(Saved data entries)
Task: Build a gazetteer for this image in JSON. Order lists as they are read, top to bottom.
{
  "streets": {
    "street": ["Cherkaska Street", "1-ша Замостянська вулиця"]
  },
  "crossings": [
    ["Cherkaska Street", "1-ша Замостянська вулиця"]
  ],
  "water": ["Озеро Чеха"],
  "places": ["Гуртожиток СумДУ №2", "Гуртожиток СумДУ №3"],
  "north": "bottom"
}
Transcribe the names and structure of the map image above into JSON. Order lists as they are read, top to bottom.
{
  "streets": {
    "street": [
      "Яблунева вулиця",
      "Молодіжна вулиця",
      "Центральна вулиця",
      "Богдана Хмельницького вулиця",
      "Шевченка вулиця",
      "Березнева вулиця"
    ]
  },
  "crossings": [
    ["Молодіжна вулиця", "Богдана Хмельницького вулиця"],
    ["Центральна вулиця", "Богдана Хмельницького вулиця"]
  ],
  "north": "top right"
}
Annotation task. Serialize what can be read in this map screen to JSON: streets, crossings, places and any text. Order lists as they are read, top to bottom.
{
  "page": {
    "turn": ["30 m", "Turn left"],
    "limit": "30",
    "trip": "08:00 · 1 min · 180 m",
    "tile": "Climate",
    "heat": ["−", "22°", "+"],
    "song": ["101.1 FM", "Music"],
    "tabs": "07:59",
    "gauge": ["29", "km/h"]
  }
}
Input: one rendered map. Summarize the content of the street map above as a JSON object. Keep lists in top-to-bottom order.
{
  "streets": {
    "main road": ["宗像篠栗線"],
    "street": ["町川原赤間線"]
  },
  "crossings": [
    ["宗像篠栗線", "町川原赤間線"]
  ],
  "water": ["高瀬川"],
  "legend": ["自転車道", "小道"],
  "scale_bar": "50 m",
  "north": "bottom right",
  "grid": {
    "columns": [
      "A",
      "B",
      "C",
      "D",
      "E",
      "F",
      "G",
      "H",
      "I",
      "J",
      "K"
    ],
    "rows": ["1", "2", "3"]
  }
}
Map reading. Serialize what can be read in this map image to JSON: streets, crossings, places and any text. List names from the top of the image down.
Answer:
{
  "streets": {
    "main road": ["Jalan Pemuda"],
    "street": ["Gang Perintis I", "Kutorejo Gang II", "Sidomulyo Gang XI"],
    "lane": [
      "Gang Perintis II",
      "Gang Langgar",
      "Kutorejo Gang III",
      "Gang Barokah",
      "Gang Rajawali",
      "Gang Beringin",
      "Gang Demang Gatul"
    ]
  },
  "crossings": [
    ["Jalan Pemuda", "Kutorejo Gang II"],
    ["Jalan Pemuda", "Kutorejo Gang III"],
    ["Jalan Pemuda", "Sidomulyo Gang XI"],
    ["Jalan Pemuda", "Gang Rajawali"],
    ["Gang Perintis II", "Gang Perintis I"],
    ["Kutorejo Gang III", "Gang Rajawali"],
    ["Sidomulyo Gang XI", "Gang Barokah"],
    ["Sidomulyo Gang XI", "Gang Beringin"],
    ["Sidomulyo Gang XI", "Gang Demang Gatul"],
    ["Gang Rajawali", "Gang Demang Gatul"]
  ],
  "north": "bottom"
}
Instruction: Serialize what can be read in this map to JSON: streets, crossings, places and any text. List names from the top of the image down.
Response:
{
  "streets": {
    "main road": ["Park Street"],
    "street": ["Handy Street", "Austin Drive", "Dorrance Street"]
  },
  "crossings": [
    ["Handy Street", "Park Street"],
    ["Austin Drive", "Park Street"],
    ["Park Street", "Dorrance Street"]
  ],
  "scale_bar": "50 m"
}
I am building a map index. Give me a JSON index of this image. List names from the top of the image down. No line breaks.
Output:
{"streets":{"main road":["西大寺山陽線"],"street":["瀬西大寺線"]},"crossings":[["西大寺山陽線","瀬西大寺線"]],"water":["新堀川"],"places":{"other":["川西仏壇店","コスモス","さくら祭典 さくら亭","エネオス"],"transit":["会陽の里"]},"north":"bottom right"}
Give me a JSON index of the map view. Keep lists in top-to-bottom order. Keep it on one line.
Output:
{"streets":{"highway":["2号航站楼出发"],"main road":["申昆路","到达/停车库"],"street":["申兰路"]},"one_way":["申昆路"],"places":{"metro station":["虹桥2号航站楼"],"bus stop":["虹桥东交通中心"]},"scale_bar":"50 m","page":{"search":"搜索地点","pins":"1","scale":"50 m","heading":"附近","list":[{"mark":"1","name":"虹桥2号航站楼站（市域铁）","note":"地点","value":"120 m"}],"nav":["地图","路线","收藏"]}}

Task statement>
Nothing in the records should be altered when they are written out again.

Response to the exercise>
Task: Build a gazetteer for this image in JSON. Order lists as they are read, top to bottom.
{
  "streets": {
    "street": ["Cherkaska Street", "1-ша Замостянська вулиця"]
  },
  "crossings": [
    ["Cherkaska Street", "1-ша Замостянська вулиця"]
  ],
  "water": ["Озеро Чеха"],
  "places": ["Гуртожиток СумДУ №2", "Гуртожиток СумДУ №3"],
  "north": "bottom"
}
Transcribe the names and structure of the map image above into JSON. Order lists as they are read, top to bottom.
{
  "streets": {
    "street": [
      "Яблунева вулиця",
      "Молодіжна вулиця",
      "Центральна вулиця",
      "Богдана Хмельницького вулиця",
      "Шевченка вулиця",
      "Березнева вулиця"
    ]
  },
  "crossings": [
    ["Молодіжна вулиця", "Богдана Хмельницького вулиця"],
    ["Центральна вулиця", "Богдана Хмельницького вулиця"]
  ],
  "north": "top right"
}
Annotation task. Serialize what can be read in this map screen to JSON: streets, crossings, places and any text. Order lists as they are read, top to bottom.
{
  "page": {
    "turn": ["30 m", "Turn left"],
    "limit": "30",
    "trip": "08:00 · 1 min · 180 m",
    "tile": "Climate",
    "heat": ["−", "22°", "+"],
    "song": ["101.1 FM", "Music"],
    "tabs": "07:59",
    "gauge": ["29", "km/h"]
  }
}
Input: one rendered map. Summarize the content of the street map above as a JSON object. Keep lists in top-to-bottom order.
{
  "streets": {
    "main road": ["宗像篠栗線"],
    "street": ["町川原赤間線"]
  },
  "crossings": [
    ["宗像篠栗線", "町川原赤間線"]
  ],
  "water": ["高瀬川"],
  "legend": ["自転車道", "小道"],
  "scale_bar": "50 m",
  "north": "bottom right",
  "grid": {
    "columns": [
      "A",
      "B",
      "C",
      "D",
      "E",
      "F",
      "G",
      "H",
      "I",
      "J",
      "K"
    ],
    "rows": ["1", "2", "3"]
  }
}
Map reading. Serialize what can be read in this map image to JSON: streets, crossings, places and any text. List names from the top of the image down.
Answer:
{
  "streets": {
    "main road": ["Jalan Pemuda"],
    "street": ["Gang Perintis I", "Kutorejo Gang II", "Sidomulyo Gang XI"],
    "lane": [
      "Gang Perintis II",
      "Gang Langgar",
      "Kutorejo Gang III",
      "Gang Barokah",
      "Gang Rajawali",
      "Gang Beringin",
      "Gang Demang Gatul"
    ]
  },
  "crossings": [
    ["Jalan Pemuda", "Kutorejo Gang II"],
    ["Jalan Pemuda", "Kutorejo Gang III"],
    ["Jalan Pemuda", "Sidomulyo Gang XI"],
    ["Jalan Pemuda", "Gang Rajawali"],
    ["Gang Perintis II", "Gang Perintis I"],
    ["Kutorejo Gang III", "Gang Rajawali"],
    ["Sidomulyo Gang XI", "Gang Barokah"],
    ["Sidomulyo Gang XI", "Gang Beringin"],
    ["Sidomulyo Gang XI", "Gang Demang Gatul"],
    ["Gang Rajawali", "Gang Demang Gatul"]
  ],
  "north": "bottom"
}
Instruction: Serialize what can be read in this map to JSON: streets, crossings, places and any text. List names from the top of the image down.
Response:
{
  "streets": {
    "main road": ["Park Street"],
    "street": ["Handy Street", "Austin Drive", "Dorrance Street"]
  },
  "crossings": [
    ["Handy Street", "Park Street"],
    ["Austin Drive", "Park Street"],
    ["Park Street", "Dorrance Street"]
  ],
  "scale_bar": "50 m"
}
I am building a map index. Give me a JSON index of this image. List names from the top of the image down. No line breaks.
Output:
{"streets":{"main road":["西大寺山陽線"],"street":["瀬西大寺線"]},"crossings":[["西大寺山陽線","瀬西大寺線"]],"water":["新堀川"],"places":{"other":["川西仏壇店","コスモス","さくら祭典 さくら亭","エネオス"],"transit":["会陽の里"]},"north":"bottom right"}
Give me a JSON index of the map view. Keep lists in top-to-bottom order. Keep it on one line.
Output:
{"streets":{"highway":["2号航站楼出发"],"main road":["申昆路","到达/停车库"],"street":["申兰路"]},"one_way":["申昆路"],"places":{"metro station":["虹桥2号航站楼"],"bus stop":["虹桥东交通中心"]},"scale_bar":"50 m","page":{"search":"搜索地点","pins":"1","scale":"50 m","heading":"附近","list":[{"mark":"1","name":"虹桥2号航站楼站（市域铁）","note":"地点","value":"120 m"}],"nav":["地图","路线","收藏"]}}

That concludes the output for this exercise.